### REQUIRED WORK
Your answer should consist of the lines holding "canvas", copied from the material below.

### RECORDS TO USE
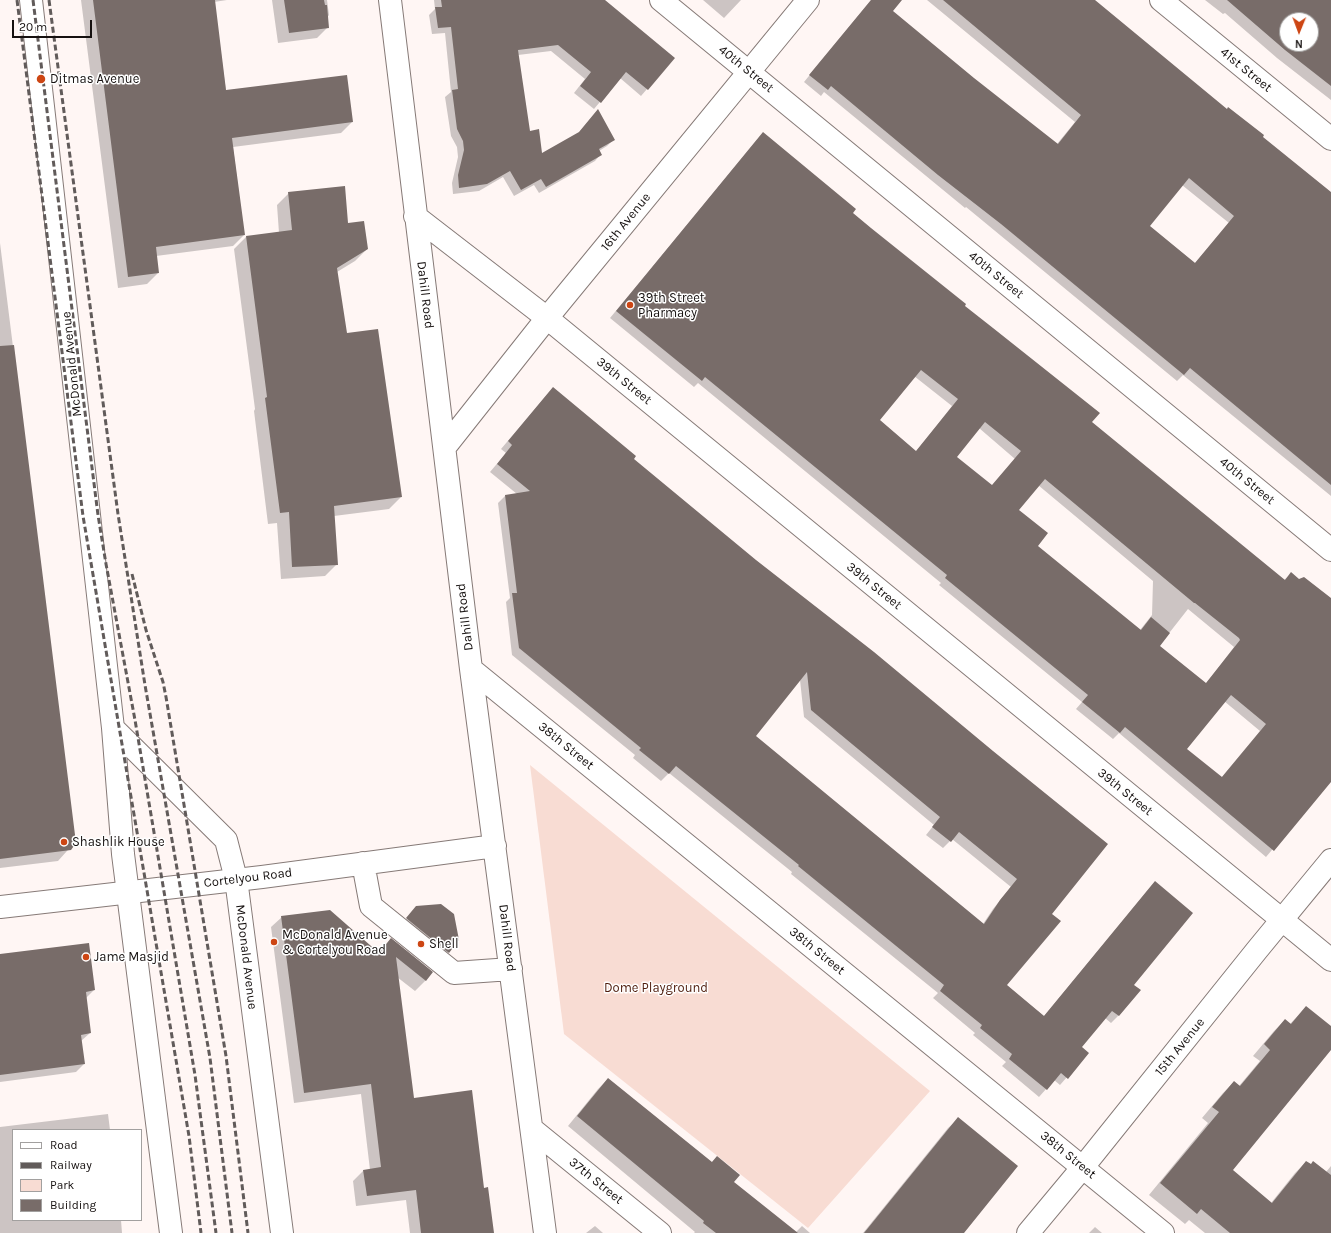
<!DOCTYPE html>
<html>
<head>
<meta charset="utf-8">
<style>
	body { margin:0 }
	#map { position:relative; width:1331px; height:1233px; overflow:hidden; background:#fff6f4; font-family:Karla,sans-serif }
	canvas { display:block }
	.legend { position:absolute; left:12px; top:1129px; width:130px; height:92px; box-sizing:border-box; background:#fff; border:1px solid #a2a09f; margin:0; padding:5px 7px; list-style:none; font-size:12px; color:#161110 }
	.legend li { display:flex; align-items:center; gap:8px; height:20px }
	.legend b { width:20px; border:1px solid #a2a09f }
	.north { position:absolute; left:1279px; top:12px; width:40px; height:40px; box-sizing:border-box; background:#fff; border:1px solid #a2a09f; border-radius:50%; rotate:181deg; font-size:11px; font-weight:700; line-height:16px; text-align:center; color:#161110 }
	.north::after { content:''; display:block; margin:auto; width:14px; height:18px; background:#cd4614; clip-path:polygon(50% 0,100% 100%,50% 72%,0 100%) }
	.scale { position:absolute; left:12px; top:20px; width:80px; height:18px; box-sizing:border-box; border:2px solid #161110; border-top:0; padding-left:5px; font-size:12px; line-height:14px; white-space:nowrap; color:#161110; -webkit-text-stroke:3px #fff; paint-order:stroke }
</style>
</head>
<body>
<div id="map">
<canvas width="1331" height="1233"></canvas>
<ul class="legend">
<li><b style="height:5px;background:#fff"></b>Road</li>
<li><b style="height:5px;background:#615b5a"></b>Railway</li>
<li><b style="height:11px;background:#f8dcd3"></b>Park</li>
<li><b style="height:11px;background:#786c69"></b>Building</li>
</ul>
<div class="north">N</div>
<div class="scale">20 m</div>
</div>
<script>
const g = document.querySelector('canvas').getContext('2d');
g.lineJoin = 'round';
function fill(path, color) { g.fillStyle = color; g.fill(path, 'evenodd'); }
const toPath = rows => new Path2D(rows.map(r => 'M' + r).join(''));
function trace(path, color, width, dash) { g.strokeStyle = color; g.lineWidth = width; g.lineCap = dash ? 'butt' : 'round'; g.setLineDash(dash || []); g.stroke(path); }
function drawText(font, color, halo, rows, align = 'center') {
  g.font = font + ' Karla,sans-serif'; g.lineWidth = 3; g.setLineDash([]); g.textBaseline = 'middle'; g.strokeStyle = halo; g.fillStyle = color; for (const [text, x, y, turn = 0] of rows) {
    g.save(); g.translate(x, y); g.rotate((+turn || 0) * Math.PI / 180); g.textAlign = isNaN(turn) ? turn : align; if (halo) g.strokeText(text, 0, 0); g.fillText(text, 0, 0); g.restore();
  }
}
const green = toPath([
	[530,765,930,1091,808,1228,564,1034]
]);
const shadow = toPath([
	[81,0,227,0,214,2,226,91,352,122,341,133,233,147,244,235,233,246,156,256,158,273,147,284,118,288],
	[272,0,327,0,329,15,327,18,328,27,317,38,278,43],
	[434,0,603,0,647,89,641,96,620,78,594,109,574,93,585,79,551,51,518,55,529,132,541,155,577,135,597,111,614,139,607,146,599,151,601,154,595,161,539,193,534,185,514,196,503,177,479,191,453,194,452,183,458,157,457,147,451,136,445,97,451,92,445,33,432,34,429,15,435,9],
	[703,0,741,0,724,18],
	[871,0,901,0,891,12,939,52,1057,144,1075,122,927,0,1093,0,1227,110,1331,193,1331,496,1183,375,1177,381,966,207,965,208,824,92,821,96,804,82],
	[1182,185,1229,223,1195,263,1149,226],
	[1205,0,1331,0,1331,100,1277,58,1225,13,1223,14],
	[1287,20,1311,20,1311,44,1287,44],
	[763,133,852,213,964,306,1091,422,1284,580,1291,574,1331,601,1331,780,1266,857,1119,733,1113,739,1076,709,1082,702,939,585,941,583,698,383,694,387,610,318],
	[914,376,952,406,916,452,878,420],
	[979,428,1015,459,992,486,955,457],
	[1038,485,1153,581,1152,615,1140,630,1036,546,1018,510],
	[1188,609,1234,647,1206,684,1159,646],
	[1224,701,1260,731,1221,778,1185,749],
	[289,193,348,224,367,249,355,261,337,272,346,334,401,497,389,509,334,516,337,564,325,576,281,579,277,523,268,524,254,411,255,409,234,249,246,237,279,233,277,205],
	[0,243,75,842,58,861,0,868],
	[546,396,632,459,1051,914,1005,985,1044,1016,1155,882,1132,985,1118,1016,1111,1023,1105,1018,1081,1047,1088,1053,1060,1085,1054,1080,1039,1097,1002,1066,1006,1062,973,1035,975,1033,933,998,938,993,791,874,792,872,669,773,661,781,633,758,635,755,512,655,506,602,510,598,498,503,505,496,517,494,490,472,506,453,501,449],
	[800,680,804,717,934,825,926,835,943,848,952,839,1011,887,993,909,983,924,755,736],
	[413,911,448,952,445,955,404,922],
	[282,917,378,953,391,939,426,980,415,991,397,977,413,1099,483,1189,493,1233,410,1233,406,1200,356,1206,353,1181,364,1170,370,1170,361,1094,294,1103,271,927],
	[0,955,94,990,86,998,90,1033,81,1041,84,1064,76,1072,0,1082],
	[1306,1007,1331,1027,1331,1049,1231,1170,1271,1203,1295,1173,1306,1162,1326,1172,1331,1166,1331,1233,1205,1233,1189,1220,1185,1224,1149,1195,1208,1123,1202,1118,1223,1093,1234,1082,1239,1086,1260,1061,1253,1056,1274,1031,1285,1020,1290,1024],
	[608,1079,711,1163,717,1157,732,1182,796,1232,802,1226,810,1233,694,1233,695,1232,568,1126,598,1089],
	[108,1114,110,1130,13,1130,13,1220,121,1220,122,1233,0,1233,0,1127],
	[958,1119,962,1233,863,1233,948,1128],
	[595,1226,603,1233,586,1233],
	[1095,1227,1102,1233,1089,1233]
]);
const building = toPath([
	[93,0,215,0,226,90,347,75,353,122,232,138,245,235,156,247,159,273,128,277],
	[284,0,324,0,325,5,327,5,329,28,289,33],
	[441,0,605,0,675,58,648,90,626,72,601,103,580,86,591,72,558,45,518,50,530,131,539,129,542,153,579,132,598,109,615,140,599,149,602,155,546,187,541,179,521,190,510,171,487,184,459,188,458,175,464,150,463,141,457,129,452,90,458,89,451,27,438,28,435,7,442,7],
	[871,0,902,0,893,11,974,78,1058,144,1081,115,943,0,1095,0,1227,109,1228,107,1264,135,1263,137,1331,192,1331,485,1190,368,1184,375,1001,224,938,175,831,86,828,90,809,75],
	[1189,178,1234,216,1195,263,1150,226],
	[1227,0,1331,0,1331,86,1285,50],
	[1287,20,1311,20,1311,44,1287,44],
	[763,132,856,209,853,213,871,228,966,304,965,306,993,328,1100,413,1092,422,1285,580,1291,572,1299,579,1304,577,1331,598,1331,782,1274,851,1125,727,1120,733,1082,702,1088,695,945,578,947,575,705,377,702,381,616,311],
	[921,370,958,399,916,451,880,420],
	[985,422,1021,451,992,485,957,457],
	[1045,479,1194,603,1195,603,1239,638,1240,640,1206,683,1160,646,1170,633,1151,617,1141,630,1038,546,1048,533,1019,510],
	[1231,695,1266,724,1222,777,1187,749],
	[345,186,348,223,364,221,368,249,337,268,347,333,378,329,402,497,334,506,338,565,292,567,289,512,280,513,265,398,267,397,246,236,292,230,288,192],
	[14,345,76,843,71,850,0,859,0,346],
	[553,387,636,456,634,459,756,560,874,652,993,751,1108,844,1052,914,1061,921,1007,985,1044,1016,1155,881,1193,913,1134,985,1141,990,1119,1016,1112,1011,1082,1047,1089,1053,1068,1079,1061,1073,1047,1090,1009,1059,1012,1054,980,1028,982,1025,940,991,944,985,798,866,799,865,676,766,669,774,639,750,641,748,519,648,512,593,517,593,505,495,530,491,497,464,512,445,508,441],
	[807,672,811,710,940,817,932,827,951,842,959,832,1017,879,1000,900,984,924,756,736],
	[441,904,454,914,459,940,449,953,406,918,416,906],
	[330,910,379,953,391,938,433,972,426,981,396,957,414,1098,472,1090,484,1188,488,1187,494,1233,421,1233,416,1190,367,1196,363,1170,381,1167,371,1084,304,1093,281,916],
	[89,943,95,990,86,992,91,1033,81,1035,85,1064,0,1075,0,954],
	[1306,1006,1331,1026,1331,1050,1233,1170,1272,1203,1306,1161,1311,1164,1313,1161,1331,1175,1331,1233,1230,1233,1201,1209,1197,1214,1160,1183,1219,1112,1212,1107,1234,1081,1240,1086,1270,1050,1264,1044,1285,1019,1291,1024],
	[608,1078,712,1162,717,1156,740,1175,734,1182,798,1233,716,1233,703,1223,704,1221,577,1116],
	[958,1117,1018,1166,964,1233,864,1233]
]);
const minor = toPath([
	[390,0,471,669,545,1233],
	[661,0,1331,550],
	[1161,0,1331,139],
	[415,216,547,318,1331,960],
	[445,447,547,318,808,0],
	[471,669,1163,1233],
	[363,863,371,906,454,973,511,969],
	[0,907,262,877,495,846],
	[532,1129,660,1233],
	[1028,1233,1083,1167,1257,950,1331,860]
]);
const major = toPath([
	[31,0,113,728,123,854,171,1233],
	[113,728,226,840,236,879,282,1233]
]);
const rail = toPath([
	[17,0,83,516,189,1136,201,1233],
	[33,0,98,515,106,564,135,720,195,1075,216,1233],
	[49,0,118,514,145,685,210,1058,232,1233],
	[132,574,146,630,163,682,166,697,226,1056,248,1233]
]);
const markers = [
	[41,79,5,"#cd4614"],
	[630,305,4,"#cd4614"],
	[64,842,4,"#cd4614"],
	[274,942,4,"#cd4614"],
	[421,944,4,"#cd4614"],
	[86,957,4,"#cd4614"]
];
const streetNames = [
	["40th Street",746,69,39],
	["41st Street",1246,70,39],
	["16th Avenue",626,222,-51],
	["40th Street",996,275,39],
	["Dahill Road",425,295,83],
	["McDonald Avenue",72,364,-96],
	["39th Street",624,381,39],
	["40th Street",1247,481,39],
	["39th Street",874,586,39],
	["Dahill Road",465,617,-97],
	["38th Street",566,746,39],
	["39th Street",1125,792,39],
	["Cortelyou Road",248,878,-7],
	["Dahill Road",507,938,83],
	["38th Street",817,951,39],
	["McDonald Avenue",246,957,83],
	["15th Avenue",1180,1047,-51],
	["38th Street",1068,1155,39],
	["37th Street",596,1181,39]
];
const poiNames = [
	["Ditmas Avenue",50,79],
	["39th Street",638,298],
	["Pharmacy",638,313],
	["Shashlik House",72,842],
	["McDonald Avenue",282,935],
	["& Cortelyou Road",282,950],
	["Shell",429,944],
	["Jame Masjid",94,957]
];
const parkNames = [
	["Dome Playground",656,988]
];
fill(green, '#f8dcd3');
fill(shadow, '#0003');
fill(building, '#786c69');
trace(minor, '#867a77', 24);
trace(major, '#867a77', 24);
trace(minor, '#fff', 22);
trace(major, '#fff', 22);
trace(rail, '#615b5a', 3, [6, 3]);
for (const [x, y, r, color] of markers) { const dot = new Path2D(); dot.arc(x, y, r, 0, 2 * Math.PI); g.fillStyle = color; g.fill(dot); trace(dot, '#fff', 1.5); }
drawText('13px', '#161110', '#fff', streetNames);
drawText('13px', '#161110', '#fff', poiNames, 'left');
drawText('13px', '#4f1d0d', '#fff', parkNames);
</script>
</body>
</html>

### OUTPUT FOR THIS EXERCISE
	canvas { display:block }
<canvas width="1331" height="1233"></canvas>
const g = document.querySelector('canvas').getContext('2d');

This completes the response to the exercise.